O resgate final teria ocorrido durante a noite, com helicópteros de operações especiais avançando até a área enquanto aeronaves lançavam bombas para garantir cobertura. Apesar do alto risco, autoridades americanas afirmam que não houve mortes entre seus militares e que o piloto ferido deve se recuperar. Durante a operação, no entanto, duas aeronaves de transporte teriam sido danificadas e destruídas no solo para evitar captura.

Em sua rede Truth Social, Trump afirmou que o resgate ocorreu após horas de operação dentro do território iraniano e classificou a missão como “milagrosa”, além de sustentar que os EUA alcançaram “superioridade aérea esmagadora” sobre o Irã.

A versão, contudo, é contestada por Teerã. A agência estatal iraniana Tasnim divulgou imagens de destroços que, segundo autoridades locais, seriam de aeronaves americanas abatidas durante a tentativa de resgate. Entre os equipamentos citados estão dois helicópteros Black Hawk e um avião de transporte C-130.

O porta-voz do comando das Forças Armadas iranianas afirmou que a operação americana foi frustrada no sul da província de Isfahan e classificou o episódio como mais uma derrota dos Estados Unidos. Segundo o governo iraniano, as ações militares conseguiram impedir o sucesso da missão em parte, além de impor perdas materiais aos americanos.

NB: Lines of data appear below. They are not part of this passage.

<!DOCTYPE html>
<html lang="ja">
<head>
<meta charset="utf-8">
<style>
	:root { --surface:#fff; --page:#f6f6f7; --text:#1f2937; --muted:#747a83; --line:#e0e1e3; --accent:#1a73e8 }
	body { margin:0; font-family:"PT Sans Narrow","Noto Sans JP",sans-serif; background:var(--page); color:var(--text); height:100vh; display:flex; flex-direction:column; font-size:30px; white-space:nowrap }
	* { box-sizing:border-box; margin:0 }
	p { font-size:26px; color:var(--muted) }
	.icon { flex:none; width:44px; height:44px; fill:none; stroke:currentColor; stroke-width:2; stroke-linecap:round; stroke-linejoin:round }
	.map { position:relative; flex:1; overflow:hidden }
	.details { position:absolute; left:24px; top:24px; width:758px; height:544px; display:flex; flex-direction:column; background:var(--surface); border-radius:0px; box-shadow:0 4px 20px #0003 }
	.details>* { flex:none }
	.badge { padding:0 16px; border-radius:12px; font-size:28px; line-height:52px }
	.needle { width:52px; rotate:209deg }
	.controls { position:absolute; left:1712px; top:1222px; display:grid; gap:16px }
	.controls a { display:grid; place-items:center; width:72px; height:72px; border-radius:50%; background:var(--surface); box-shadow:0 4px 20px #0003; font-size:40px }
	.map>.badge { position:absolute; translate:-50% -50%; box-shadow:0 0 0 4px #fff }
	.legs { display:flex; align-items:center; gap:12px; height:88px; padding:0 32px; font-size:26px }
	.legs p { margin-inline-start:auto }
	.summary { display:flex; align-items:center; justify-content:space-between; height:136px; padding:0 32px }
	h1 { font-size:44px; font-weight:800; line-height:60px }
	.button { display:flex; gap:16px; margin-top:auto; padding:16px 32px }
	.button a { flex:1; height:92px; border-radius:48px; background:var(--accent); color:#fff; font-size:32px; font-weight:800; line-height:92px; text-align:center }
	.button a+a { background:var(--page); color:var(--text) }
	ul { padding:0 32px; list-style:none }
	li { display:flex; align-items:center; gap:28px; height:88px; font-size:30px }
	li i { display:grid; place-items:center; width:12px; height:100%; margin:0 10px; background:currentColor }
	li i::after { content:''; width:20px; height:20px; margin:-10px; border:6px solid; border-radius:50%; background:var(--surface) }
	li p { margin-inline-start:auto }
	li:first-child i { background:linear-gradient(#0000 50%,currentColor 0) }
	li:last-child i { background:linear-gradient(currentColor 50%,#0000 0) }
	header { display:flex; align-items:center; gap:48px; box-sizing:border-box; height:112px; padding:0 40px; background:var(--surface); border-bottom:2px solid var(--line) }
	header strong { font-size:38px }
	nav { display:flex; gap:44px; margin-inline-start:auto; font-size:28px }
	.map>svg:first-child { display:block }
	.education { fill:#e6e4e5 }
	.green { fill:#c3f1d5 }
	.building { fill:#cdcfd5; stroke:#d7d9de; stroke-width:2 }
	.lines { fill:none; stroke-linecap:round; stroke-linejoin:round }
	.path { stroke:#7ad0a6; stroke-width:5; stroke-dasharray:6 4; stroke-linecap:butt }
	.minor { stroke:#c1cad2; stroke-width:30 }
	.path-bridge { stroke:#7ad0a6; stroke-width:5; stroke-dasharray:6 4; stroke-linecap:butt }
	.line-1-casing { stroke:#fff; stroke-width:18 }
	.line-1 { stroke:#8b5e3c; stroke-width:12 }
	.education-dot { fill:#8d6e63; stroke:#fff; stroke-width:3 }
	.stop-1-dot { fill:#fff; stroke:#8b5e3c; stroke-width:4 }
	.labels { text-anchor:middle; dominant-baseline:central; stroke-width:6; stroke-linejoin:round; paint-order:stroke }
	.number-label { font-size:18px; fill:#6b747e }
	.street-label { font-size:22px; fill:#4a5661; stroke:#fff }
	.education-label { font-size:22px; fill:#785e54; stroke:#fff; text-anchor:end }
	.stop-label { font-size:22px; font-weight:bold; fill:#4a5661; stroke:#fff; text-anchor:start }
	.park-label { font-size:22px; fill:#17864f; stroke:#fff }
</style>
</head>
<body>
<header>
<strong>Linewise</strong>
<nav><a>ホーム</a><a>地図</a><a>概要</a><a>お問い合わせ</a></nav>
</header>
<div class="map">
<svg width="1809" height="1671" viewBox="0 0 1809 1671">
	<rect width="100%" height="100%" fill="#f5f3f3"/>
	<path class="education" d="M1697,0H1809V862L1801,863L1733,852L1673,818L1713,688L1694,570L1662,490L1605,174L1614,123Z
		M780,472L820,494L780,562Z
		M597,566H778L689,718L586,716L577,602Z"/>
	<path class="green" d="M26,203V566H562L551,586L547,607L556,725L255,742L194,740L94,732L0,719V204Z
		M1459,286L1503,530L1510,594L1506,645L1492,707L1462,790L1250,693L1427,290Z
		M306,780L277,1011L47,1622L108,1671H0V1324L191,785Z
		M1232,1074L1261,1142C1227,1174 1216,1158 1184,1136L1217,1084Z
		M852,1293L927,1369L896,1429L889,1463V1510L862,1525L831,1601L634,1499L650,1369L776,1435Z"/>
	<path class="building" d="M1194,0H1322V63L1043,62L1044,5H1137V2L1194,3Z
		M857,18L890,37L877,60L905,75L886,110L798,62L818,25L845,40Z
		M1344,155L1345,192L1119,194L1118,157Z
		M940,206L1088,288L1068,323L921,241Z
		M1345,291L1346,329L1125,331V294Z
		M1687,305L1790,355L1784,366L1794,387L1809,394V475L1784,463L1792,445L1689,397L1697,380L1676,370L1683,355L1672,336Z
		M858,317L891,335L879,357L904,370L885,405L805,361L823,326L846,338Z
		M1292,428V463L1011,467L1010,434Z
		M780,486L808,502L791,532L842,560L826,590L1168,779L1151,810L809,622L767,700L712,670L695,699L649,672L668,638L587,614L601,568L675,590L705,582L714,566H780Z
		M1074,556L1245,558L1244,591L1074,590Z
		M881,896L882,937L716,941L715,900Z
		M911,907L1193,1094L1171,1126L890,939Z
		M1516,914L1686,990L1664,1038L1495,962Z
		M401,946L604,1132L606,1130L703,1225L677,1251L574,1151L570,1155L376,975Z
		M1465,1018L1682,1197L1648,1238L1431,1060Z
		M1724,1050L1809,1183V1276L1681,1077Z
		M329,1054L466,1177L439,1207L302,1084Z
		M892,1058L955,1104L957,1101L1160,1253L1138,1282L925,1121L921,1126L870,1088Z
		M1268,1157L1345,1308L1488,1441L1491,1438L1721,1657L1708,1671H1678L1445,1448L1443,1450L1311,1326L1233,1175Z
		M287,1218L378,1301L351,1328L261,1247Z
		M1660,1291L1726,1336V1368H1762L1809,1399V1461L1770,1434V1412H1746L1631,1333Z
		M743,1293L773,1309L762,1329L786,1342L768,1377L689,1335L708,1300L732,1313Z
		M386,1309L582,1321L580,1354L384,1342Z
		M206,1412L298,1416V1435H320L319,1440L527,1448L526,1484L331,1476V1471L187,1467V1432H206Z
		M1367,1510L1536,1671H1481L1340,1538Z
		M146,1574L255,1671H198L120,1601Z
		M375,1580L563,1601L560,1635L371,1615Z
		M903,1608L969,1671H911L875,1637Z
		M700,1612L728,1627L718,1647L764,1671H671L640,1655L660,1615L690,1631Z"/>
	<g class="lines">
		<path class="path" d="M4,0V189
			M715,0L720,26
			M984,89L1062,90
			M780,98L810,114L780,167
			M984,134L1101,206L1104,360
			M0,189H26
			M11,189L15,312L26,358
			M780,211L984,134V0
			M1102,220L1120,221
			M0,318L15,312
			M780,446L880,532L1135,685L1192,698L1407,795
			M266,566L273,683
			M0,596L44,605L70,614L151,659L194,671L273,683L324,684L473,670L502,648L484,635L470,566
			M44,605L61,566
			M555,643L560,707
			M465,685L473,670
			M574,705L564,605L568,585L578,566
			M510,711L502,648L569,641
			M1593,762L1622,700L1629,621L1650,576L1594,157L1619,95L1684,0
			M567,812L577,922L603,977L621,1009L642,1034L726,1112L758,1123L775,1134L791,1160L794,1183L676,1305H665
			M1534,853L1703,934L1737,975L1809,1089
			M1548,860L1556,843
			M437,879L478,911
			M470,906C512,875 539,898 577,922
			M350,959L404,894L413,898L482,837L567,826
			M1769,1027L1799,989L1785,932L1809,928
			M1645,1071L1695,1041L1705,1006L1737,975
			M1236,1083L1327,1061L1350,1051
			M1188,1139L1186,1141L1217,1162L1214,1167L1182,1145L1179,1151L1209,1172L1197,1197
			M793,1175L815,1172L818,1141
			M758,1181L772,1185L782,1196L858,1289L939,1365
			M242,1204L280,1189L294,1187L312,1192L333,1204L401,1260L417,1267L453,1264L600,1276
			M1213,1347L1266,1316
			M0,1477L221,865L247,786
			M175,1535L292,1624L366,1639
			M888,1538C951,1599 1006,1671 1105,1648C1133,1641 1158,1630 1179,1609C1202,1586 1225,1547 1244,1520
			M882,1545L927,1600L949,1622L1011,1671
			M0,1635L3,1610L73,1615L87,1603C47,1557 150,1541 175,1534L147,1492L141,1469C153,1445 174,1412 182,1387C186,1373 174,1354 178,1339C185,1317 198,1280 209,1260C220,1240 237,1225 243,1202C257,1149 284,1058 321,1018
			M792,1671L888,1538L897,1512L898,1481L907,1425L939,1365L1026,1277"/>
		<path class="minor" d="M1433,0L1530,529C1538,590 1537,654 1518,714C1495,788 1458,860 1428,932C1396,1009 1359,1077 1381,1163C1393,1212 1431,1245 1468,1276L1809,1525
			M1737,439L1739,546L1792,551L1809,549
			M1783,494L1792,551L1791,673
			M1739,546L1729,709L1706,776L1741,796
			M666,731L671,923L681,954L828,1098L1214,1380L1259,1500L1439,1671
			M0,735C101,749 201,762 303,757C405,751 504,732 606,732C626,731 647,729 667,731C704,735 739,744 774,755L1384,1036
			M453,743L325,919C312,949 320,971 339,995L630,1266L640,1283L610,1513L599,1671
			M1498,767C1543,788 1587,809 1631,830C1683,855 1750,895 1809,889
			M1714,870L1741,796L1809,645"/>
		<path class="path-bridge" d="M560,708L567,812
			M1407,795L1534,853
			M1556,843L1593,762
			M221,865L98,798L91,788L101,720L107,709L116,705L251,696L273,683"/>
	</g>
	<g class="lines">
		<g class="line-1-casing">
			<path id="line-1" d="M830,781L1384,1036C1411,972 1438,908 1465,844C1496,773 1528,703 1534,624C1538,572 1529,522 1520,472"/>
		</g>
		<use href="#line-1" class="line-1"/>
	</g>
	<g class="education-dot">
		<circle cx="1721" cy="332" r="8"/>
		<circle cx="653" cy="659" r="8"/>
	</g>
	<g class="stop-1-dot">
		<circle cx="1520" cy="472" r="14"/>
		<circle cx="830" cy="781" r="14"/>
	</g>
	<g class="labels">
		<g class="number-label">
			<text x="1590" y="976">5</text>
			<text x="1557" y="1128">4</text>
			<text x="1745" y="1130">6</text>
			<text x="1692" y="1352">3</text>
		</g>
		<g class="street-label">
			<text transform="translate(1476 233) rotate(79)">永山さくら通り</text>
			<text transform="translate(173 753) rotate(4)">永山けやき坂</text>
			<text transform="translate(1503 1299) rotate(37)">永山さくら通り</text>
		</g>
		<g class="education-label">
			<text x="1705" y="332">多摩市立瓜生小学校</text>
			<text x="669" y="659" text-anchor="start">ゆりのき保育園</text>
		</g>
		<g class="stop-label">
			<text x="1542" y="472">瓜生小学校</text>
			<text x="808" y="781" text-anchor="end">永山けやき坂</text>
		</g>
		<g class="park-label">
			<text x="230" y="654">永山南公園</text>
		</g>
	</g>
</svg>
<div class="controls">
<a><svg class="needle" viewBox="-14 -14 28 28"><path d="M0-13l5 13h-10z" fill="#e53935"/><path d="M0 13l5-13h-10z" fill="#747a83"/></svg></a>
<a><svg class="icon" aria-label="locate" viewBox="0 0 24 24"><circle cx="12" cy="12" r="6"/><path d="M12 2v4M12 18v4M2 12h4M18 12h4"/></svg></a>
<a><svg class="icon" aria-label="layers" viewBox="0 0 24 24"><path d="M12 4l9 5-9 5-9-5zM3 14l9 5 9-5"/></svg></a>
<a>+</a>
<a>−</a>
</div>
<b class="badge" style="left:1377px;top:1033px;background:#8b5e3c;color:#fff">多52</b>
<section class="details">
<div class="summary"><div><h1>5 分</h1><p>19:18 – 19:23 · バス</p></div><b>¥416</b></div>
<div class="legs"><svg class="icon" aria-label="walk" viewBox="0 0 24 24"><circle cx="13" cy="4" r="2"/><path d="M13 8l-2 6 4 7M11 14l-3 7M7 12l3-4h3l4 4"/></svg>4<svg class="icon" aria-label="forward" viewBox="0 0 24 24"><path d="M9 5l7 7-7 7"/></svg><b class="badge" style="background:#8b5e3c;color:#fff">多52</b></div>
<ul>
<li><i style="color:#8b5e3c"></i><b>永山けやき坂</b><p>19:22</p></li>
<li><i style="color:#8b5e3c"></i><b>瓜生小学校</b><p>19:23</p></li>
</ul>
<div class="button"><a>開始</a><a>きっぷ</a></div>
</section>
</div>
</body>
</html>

As alegações, no entanto, não foram confirmadas de forma independente por veículos internacionais, o que amplia a incerteza em torno do episódio.

Ao comparar o caso com a operação Eagle Claw, realizada em 1980, autoridades iranianas reforçaram o peso simbólico do confronto. Na ocasião, os Estados Unidos tentaram resgatar 52 reféns mantidos na embaixada americana em Teerã, mas a missão fracassou após falhas técnicas e condições adversas, resultando na morte de oito militares americanos antes mesmo de chegarem à capital.

O episódio atual ocorre em meio à escalada do conflito iniciado no fim de fevereiro e evidencia não apenas o risco das operações militares em território iraniano, mas também a centralidade da guerra de informação. Sem comprovação independente das versões apresentadas, Estados Unidos e Irã disputam não só o campo de batalha, mas também a narrativa global sobre os acontecimentos.

Entre declarações oficiais, imagens divulgadas e lacunas de verificação, o resgate dos pilotos se torna mais um capítulo de um conflito em que a informação, assim como o poder militar, passou a ser um ativo estratégico.